Is a standalone mic preamp necessary with a low-output dynamic like the SM7B? Tedder says it’s not a must-have, if your interface has built-in preamps with a decent amount of gain on tap. “A lot of people will use in-line preamps like a Cloudlifter or sE Electronics Dynamite…I just crank my gain knob up on my Steinberg interface. I don’t really have a signal-to-noise issue with it.”
Some acoustic instruments are better served by a condenser mic than a dynamic, Tedder points out. So if you’re recording acoustic guitar or an acoustic piano in your home studio, an entry-level condenser like an MXL 770 or Audio-Technica AT2020 is a good place to start.
Audio Interface Pick: Focusrite Scarlett 2i2
Your audio interface is the heart of your home studio recording setup — the magic box that connects your instruments and microphones to your computer. “Most Songfinch artists that I speak to get a Focusrite Scarlett 2-channel interface, and they’re getting great results from those. It’s not expensive, and it’s high-fidelity. Personally, I have a Steinberg UR22 that I love. There’s so many brands that have little 2-channel interfaces, and they all work relatively the same,” Tedder says.
When it comes to choosing a computer for making music, Tedder is a bit more brand-loyal. “I am a Mac guy. I’m a huge fan of the new M1 Macs — they’re so cheap. For a home recording setup, for $800 bucks, you’ve got a machine that’s able to handle anything you need.”
Headphones Pick: Beyerdynamic DT 770 PRO (80 Ohms)
When he’s not not monitoring through his JBL 308P MKII studio monitors, Tedder reaches for his trusty set of Beyerdynamic DT 770 PRO headphones, which are available in a choice of 32-ohm, 80-ohm, and 250-ohm impedance ratings. “I’d recommend the 80-ohm. Sometimes people will accidentally get the 250-ohm, and they’re super quiet, unless you’ve got some huge amp that can really push audio through it. So 80 ohms is a great middle-of-the-road rating.”
Keyboard Controller Picks: Akai MPK249 and Casio Privia
For a do-it-all MIDI keyboard for the home studio or live use, Tedder recommends the Akai MPK249. “If you’re doing electronic music, it’s really an ideal MIDI controller. It’s got everything you need. It’s my number one favorite waterfall-keyboard MIDI controller. I bought the MPK249 because I like the MPC-style light-up drum pads. On the original MPK49, the pads had a sensitivity issue. But on the MPK249, out of the box, immediately, it was touch-sensitive and just responded properly.”
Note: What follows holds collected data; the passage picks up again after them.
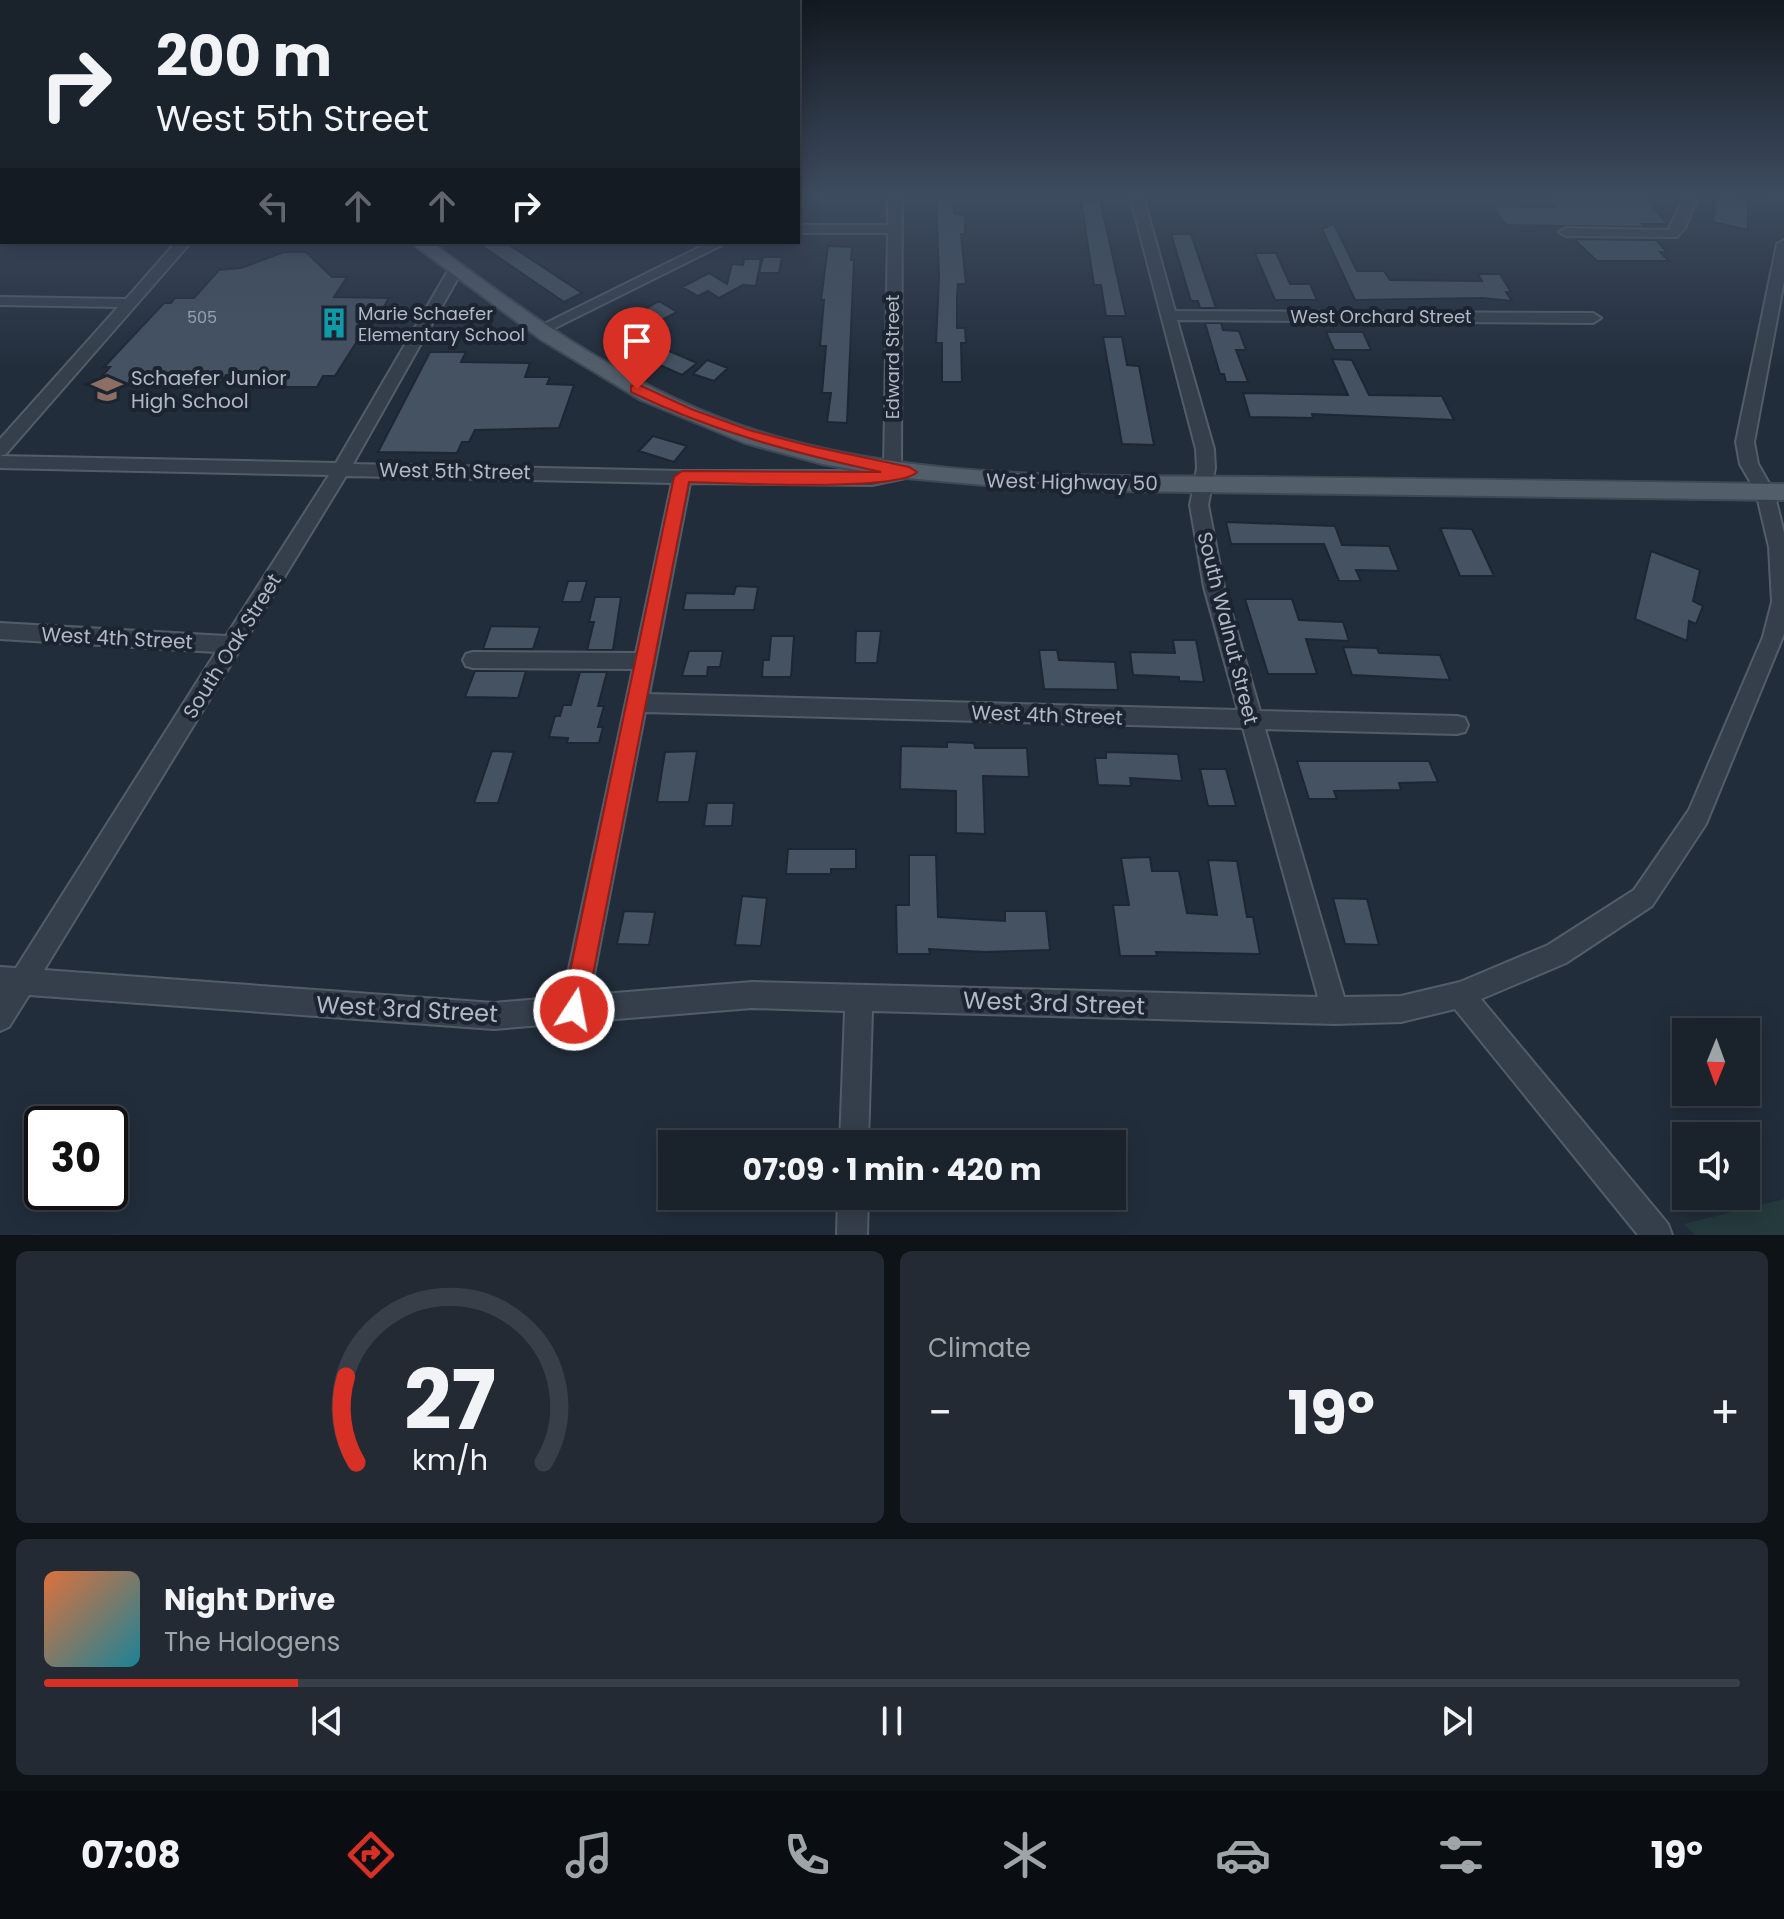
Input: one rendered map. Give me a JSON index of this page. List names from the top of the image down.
{
  "streets": {
    "main road": ["West Highway 50"],
    "street": [
      "West Orchard Street",
      "Edward Street",
      "West 5th Street",
      "South Walnut Street",
      "West 4th Street",
      "South Oak Street",
      "West 3rd Street"
    ]
  },
  "crossings": [
    ["West Orchard Street", "South Walnut Street"],
    ["Edward Street", "West 5th Street"],
    ["Edward Street", "West Highway 50"],
    ["West 5th Street", "West Highway 50"],
    ["West 5th Street", "South Oak Street"],
    ["West Highway 50", "South Walnut Street"],
    ["West Highway 50", "South Oak Street"],
    ["West Highway 50", "West 3rd Street"],
    ["South Walnut Street", "West 4th Street"],
    ["South Walnut Street", "West 3rd Street"],
    ["West 4th Street", "South Oak Street"],
    ["South Oak Street", "West 3rd Street"]
  ],
  "places": {
    "building": ["Marie Schaefer Elementary School"],
    "school or university": ["Schaefer Junior High School"]
  },
  "house_numbers": ["505"],
  "north": "bottom",
  "page": {
    "turn": ["200 m", "West 5th Street"],
    "limit": "30",
    "trip": "07:09 · 1 min · 420 m",
    "tile": "Climate",
    "heat": ["−", "19°", "+"],
    "song": ["Night Drive", "The Halogens"],
    "tabs": ["07:08", "19°"],
    "gauge": ["27", "km/h"]
  }
}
If you don’t envision yourself using drum pads while tickling the ivories, Tedder suggests setting up a Casio Privia digital piano as a MIDI controller. “If you’ve got the budget, I think the key action on Nord keyboards is unparalleled. But when it comes down to it, I’d recommend a Casio Privia 88-key weighted piano for anybody who uses MIDI. They’re inexpensive, the weighted action allows you to be dynamic and expressive, and you can record via MIDI or direct audio out.”
Tedder says he always recommends using MIDI for capturing keyboard parts. But if you’d prefer to capture your keyboard’s audio output via a DI box, he has a pick for that, too: “I’ve got a Radial KeyLargo that I track my keys with. That thing really colors the sound beautifully.”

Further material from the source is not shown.